Light-controlled evolution produces proteins that switch, oscillate, and compute
Directed evolution, the technique that won the 2018 Nobel Prize in Chemistry, has a blind spot. It excels at producing proteins that are always strongly active, because traditional selection methods apply constant pressure favoring maximum performance. But biological signaling does not work that way. Cells need proteins that turn on briefly, then off, then on again. They need molecular switches that change states on cue and logic gates that integrate multiple inputs before making a decision.
A team at EPFL, led by Sahand Jamal Rahi, has now developed a directed evolution method that can select for exactly these dynamic, multi-state protein behaviors. They call it optovolution, and it works by linking protein function to cell survival through the cell cycle, using light to control the timing. The study was published March 6, 2026, in Cell.
Rewiring the cell cycle as a fitness test
The system is built in budding yeast (Saccharomyces cerevisiae). The researchers rewired the yeast cell cycle so that cell division depended on the protein being evolved. The protein's output signal was connected to a cell-cycle regulator that is essential at one stage of division but toxic at another.
This creates an elegant pass-fail test. If the protein stays on too long, the cell dies from the toxic effect. If it stays off too long, the cell stalls because it cannot progress through division. Only cells in which the protein oscillates correctly, switching on and off at the right moments, survive to divide. Each roughly 90-minute cell cycle acts as one round of selection, and the process runs continuously without manual screening.
The researchers controlled the protein's behavior using optogenetics, delivering precisely timed light pulses to flip the protein between states. This external control sets the selection criteria: the light pattern defines what switching behavior the protein must exhibit to keep its host cell alive.
Nineteen new variants, including green-light responders
The team first applied optovolution to a widely used light-controlled transcription factor. The method produced 19 new variants with improved properties. Some were more sensitive to light. Others had lower background activity in the dark, reducing unwanted gene activation. Most notably, several variants responded to green light rather than only blue, a shift that researchers in the optogenetics field had considered extremely difficult to engineer based on how these proteins absorb light.
Evolution, apparently, found structural solutions that rational design had not anticipated.
A red-light system that lost its chemical crutch
The researchers also evolved a red-light optogenetic system to eliminate its dependence on an externally supplied chemical cofactor. In the original system, yeast cells needed to be fed a specific light-sensitive molecule for the red-light response to work. The evolved variant carried a mutation that disabled a normal yeast transport protein, which unexpectedly allowed the system to use light-sensitive molecules already present inside the cell.

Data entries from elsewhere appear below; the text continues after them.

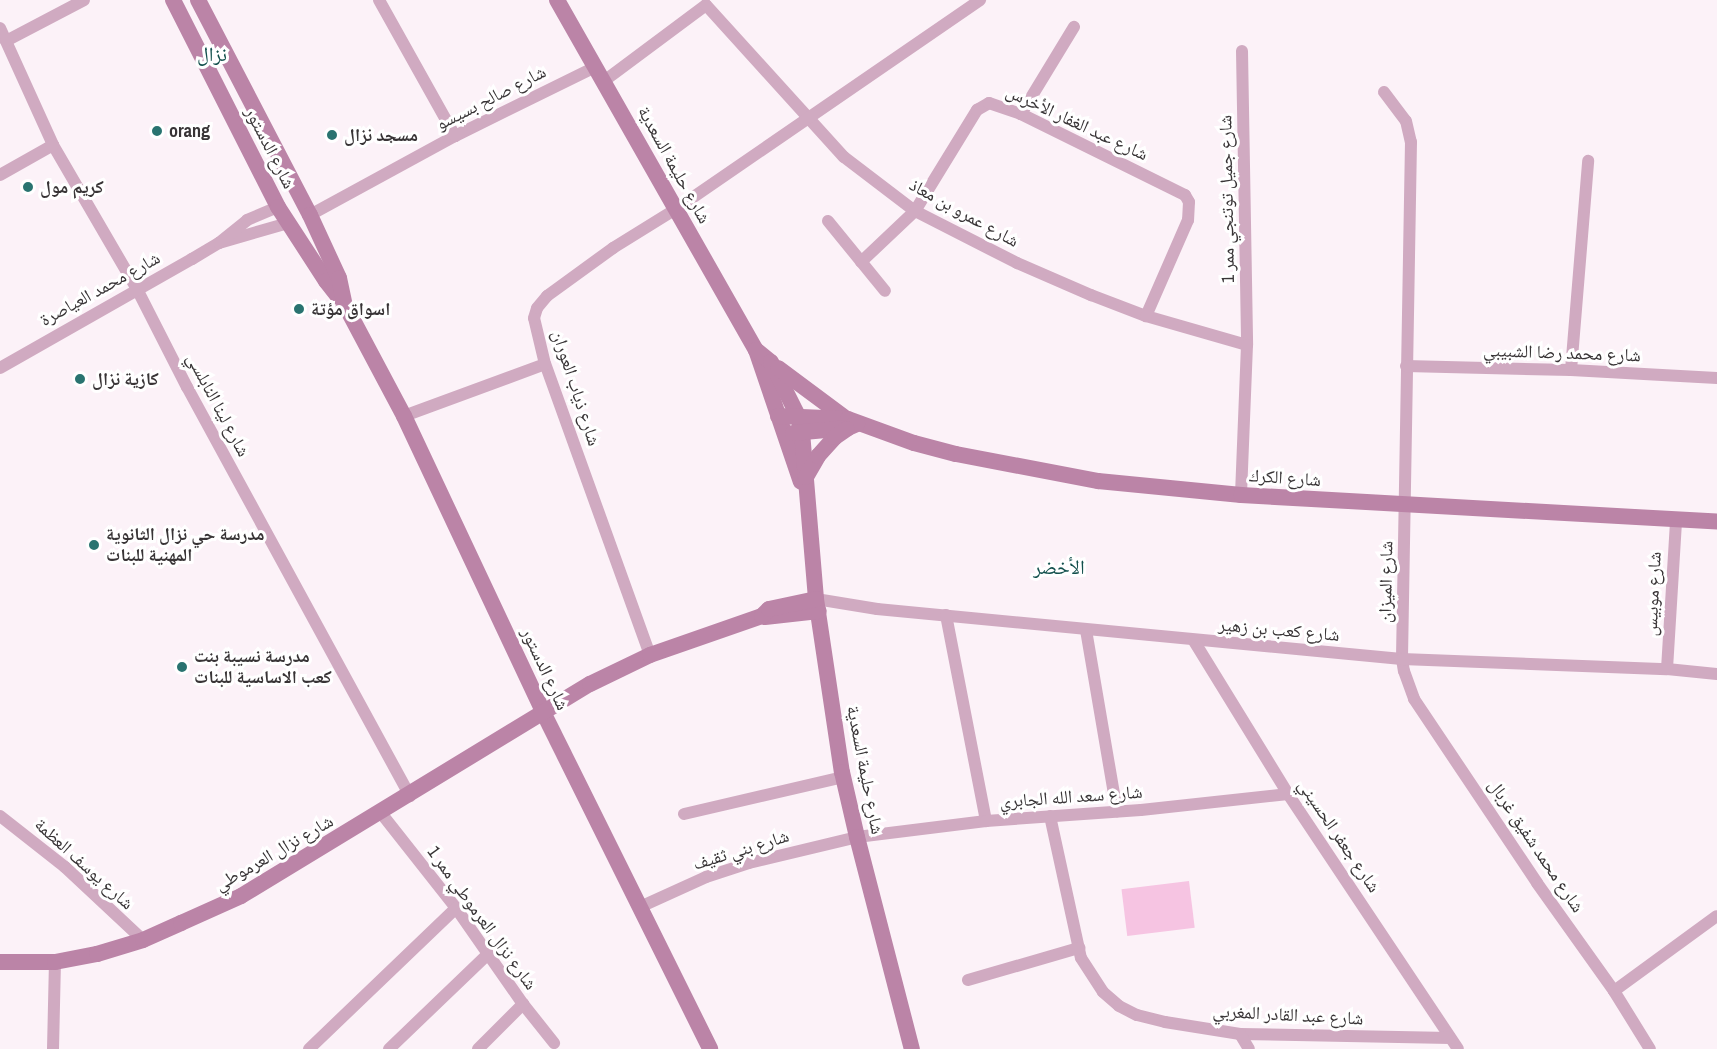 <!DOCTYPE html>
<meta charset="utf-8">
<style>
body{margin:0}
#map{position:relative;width:1717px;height:1049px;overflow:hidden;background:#fcf2f8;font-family:"Archivo Narrow","Noto Naskh Arabic",sans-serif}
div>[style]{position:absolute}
.green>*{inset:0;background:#f6c4e2;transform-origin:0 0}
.street>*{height:12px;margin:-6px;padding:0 6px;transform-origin:6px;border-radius:6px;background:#d0aac1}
.secondary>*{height:16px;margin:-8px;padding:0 8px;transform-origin:8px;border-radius:8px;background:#bb84a7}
.dots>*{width:16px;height:16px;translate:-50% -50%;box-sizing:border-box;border:3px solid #fff;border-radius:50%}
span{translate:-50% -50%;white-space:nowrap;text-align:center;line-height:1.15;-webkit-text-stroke:6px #fff;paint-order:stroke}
.street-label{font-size:18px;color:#383436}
.poi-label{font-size:18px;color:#383436;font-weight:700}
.left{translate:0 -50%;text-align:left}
.neighbourhood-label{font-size:20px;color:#13504d}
</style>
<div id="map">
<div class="green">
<i style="left:1189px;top:881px;width:47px;height:68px;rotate:83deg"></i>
</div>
<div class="street">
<i style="left:379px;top:0;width:156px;rotate:60.8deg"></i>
<i style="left:0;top:28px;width:128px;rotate:65.6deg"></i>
<i style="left:53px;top:145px;width:169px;rotate:59.8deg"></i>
<i style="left:138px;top:291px;width:108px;rotate:63deg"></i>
<i style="left:187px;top:387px;width:466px;rotate:61.4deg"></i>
<i style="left:6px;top:41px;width:88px;rotate:-27.7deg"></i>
<i style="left:1242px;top:51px;width:294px;rotate:89deg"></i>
<i style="left:604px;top:81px;width:127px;rotate:-36.7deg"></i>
<i style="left:706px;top:5px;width:205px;rotate:47.8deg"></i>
<i style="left:844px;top:157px;width:89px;rotate:37.3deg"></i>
<i style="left:915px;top:211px;width:114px;rotate:27deg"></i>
<i style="left:1017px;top:263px;width:81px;rotate:23.4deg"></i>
<i style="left:1091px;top:295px;width:59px;rotate:20.9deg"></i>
<i style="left:1146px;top:316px;width:105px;rotate:16deg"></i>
<i style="left:1247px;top:345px;width:150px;rotate:92.3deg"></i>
<i style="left:1384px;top:92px;width:36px;rotate:53deg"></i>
<i style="left:1406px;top:121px;width:22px;rotate:77deg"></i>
<i style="left:1411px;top:142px;width:517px;rotate:91deg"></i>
<i style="left:1402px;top:659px;width:12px;rotate:81deg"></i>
<i style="left:1404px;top:671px;width:30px;rotate:70deg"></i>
<i style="left:1414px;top:699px;width:221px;rotate:56.2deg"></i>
<i style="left:1537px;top:883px;width:133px;rotate:54.5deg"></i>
<i style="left:1614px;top:991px;width:68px;rotate:58.2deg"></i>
<i style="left:1021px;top:114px;width:102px;rotate:-58.7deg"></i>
<i style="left:0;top:175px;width:61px;rotate:-29.5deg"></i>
<i style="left:310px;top:215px;width:165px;rotate:-28.6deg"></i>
<i style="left:455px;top:136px;width:156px;rotate:-26.2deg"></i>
<i style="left:828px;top:221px;width:90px;rotate:50.8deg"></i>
<i style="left:219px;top:243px;width:72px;rotate:-16.2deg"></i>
<i style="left:861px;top:262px;width:74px;rotate:-43.4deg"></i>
<i style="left:915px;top:211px;width:119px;rotate:-58.5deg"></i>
<i style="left:977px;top:110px;width:14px;rotate:-30deg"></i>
<i style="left:989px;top:103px;width:34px;rotate:19deg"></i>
<i style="left:1021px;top:114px;width:183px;rotate:26.3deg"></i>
<i style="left:1185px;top:195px;width:8px;rotate:60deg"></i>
<i style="left:1189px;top:202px;width:18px;rotate:93deg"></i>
<i style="left:1188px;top:220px;width:105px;rotate:113.6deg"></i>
<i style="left:1406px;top:366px;width:165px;rotate:1.4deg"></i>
<i style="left:1571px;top:370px;width:146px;rotate:3.1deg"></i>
<i style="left:0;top:368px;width:221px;rotate:-29.6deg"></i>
<i style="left:192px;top:259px;width:31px;rotate:-31deg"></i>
<i style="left:219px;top:243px;width:36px;rotate:-39deg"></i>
<i style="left:247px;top:220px;width:34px;rotate:-23deg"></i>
<i style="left:1571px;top:370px;width:210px;rotate:-85.3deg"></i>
<i style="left:404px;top:416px;width:150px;rotate:-20.2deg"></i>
<i style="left:816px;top:599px;width:62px;rotate:9.3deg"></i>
<i style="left:877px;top:609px;width:527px;rotate:5.44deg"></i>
<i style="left:1402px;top:659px;width:265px;rotate:2.2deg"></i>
<i style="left:1667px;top:669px;width:50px;rotate:5.7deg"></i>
<i style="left:946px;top:615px;width:210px;rotate:79deg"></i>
<i style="left:1086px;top:630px;width:184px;rotate:80.3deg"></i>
<i style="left:1194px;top:641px;width:180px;rotate:58.4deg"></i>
<i style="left:1288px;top:794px;width:306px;rotate:56.3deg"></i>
<i style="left:650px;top:655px;width:309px;rotate:-109.8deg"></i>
<i style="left:545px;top:364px;width:47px;rotate:-103.4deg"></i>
<i style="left:534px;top:318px;width:10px;rotate:-73deg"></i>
<i style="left:537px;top:308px;width:16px;rotate:-50deg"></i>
<i style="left:547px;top:296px;width:82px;rotate:-36deg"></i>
<i style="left:613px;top:248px;width:74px;rotate:-31.8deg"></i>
<i style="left:676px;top:209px;width:369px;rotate:-34.5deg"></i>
<i style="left:1667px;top:669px;width:148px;rotate:-86.5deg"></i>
<i style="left:381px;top:813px;width:121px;rotate:51.7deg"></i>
<i style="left:456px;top:908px;width:117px;rotate:55.1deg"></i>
<i style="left:523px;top:1004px;width:50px;rotate:51.5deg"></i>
<i style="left:684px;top:814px;width:163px;rotate:-13.1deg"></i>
<i style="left:0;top:816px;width:83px;rotate:38.1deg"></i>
<i style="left:65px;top:867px;width:107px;rotate:43.1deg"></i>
<i style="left:1050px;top:816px;width:145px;rotate:77.7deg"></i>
<i style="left:1081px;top:958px;width:40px;rotate:57.1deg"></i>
<i style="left:1103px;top:992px;width:21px;rotate:41deg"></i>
<i style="left:1119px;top:1006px;width:20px;rotate:27deg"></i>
<i style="left:1137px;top:1015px;width:29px;rotate:14deg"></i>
<i style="left:1165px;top:1022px;width:76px;rotate:9.1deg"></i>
<i style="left:1240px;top:1034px;width:210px;rotate:1.1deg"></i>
<i style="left:640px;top:907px;width:72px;rotate:-24.4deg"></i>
<i style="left:706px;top:877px;width:45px;rotate:-18deg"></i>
<i style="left:749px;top:863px;width:111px;rotate:-13.5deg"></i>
<i style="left:857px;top:837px;width:130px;rotate:-7.1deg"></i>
<i style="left:986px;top:821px;width:155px;rotate:-4.1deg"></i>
<i style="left:1141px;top:810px;width:148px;rotate:-6.2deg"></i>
<i style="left:968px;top:980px;width:116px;rotate:-16.1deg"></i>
<i style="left:1614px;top:991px;width:127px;rotate:-36.1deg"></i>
<i style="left:1240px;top:1034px;width:17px;rotate:59deg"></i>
<i style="left:53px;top:1049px;width:87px;rotate:-88.7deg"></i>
<i style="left:309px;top:1049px;width:204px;rotate:-43.8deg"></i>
<i style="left:389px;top:1049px;width:137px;rotate:-43.8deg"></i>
<i style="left:478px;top:1049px;width:64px;rotate:-45deg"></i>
</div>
<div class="secondary">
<i style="left:173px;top:0;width:232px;rotate:63.1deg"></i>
<i style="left:278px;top:207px;width:88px;rotate:57deg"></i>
<i style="left:326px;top:281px;width:31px;rotate:52deg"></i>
<i style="left:345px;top:305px;width:126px;rotate:62deg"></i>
<i style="left:404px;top:416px;width:327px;rotate:64.8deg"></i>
<i style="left:543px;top:712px;width:376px;rotate:63.6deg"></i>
<i style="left:198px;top:0;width:242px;rotate:62.5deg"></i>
<i style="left:310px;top:215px;width:69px;rotate:65.3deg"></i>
<i style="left:339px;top:278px;width:24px;rotate:78deg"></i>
<i style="left:557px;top:0;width:403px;rotate:60.4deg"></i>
<i style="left:756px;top:350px;width:139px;rotate:71.2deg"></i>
<i style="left:756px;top:350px;width:19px;rotate:39deg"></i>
<i style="left:771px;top:362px;width:60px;rotate:63.4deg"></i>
<i style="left:798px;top:416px;width:16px;rotate:76deg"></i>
<i style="left:802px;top:432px;width:168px;rotate:85.2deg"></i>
<i style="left:816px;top:599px;width:175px;rotate:81.5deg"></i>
<i style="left:842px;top:772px;width:67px;rotate:77deg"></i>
<i style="left:857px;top:837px;width:219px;rotate:75.5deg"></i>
<i style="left:778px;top:368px;width:82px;rotate:36.6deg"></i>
<i style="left:778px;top:416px;width:70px;rotate:2.5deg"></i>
<i style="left:848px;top:419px;width:70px;rotate:20deg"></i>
<i style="left:914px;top:443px;width:43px;rotate:14.7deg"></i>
<i style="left:956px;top:454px;width:145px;rotate:10.8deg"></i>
<i style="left:1098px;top:481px;width:144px;rotate:5.6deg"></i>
<i style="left:1241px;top:495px;width:477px;rotate:3.2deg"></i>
<i style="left:793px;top:433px;width:55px;rotate:-5.2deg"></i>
<i style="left:848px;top:428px;width:10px;rotate:-24deg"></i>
<i style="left:806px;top:477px;width:24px;rotate:-60deg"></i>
<i style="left:818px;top:456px;width:25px;rotate:-48deg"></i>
<i style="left:835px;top:437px;width:14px;rotate:-34deg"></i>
<i style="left:765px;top:617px;width:54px;rotate:-6.3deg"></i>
<i style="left:0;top:962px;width:55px"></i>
<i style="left:55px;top:962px;width:43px;rotate:-10.8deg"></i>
<i style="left:97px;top:954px;width:48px;rotate:-16.9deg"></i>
<i style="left:143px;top:940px;width:42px;rotate:-24.1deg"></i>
<i style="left:181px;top:923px;width:66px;rotate:-24.2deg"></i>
<i style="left:241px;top:896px;width:408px;rotate:-31.3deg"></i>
<i style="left:590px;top:684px;width:67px;rotate:-25.8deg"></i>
<i style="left:650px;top:655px;width:119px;rotate:-19.2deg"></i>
<i style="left:762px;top:616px;width:10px;rotate:-45deg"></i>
<i style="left:769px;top:609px;width:48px;rotate:-12deg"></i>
</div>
<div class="dots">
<i style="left:157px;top:131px;background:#297370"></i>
<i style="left:332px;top:135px;background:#297370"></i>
<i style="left:28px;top:187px;background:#297370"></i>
<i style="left:299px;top:309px;background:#297370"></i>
<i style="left:80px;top:379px;background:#297370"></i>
<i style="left:94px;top:545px;background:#297370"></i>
<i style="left:182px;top:667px;background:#297370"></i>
</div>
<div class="street-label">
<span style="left:491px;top:98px;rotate:-27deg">شارع صالح بسيسو</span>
<span style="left:1077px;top:123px;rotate:25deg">شارع عبد الغفار الأخرس</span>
<span style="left:270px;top:148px;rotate:63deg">شارع الدستور</span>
<span style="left:674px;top:165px;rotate:61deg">شارع حليمة السعدية</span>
<span style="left:1227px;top:199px;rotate:-91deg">شارع جميل توتنجي ممر 1</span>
<span style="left:964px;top:213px;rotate:29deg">شارع عمرو بن معاذ</span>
<span style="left:100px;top:289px;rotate:-29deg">شارع محمد العياصرة</span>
<span style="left:1562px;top:353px;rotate:2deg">شارع محمد رضا الشبيبي</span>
<span style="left:576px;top:388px;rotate:72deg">شارع ذياب العوران</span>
<span style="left:218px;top:405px;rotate:62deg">شارع لينا النابلسي</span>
<span style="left:1285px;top:478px;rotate:4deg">شارع الكرك</span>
<span style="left:1386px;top:582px;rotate:-89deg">شارع الميزان</span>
<span style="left:1653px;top:594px;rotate:-87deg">شارع موبيس</span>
<span style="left:1279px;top:630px;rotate:5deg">شارع كعب بن زهير</span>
<span style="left:545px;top:669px;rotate:65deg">شارع الدستور</span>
<span style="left:865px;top:770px;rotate:79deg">شارع حليمة السعدية</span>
<span style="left:1071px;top:797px;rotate:-4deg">شارع سعد الله الجابري</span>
<span style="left:1339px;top:836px;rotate:56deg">شارع جعفر الحسيني</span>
<span style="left:1536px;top:846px;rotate:56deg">شارع محمد شفيق غربال</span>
<span style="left:741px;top:850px;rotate:-17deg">شارع بني ثقيف</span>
<span style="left:274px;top:853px;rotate:-30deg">شارع نزال العرموطي</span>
<span style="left:84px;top:864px;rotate:42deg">شارع يوسف العظمة</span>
<span style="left:482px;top:918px;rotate:54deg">شارع نزال العرموطي ممر 1</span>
<span style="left:1288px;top:1015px;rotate:3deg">شارع عبد القادر المغربي</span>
</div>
<div class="poi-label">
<span class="left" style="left:169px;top:131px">orang</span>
<span class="left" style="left:344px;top:135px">مسجد نزال</span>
<span class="left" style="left:40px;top:187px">كريم مول</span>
<span class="left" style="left:311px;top:309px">اسواق مؤتة</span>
<span class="left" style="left:92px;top:379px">كازية نزال</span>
<span class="left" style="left:106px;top:545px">مدرسة حي نزال الثانوية<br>المهنية للبنات</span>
<span class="left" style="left:194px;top:667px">مدرسة نسيبة بنت<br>كعب الاساسية للبنات</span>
</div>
<div class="neighbourhood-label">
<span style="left:212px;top:53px">نزال</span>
<span style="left:1059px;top:566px">الأخضر</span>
</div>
</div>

This is a practical improvement. Requiring an external cofactor adds complexity and cost to experiments. Removing that requirement makes the red-light system significantly easier to deploy.
A single-protein computer
The most ambitious demonstration was evolving a transcription factor that behaves as a logic gate. The resulting protein activated genes only when two different inputs were present simultaneously: one light signal and one chemical signal. Either input alone was insufficient. This AND-gate behavior emerged from evolution rather than from the kind of modular protein engineering that synthetic biologists typically use to build such circuits.
Evolving computational behaviors in single proteins is significant because it suggests that complex information processing can be achieved with simpler molecular components than previously assumed.
Beyond light-sensing proteins
While the demonstrations focused on optogenetic tools, the method is not limited to proteins that sense light. Any protein whose activity can be toggled by an external signal, whether light, chemical, or temperature, could in principle be subjected to optovolution. The key requirement is that the protein's switching behavior can be linked to the yeast cell cycle in a way that creates survival pressure for correct dynamics.
This opens possibilities for evolving signaling proteins, molecular sensors, and biological circuit components that need to respond to changing conditions rather than simply performing one function at maximum output.
Yeast proof of concept
The system currently operates in yeast, which limits its immediate applicability to proteins that function in this organism. Extending optovolution to mammalian cells or bacteria would require adapting the cell-cycle coupling mechanism to those different biological contexts. The method also relies on the protein of interest being expressible and functional in yeast, which is not always the case for proteins from other organisms.
Still, the conceptual advance is clear. By making dynamic protein behaviors continuously selectable inside living cells, optovolution brings directed evolution closer to the way biology actually works.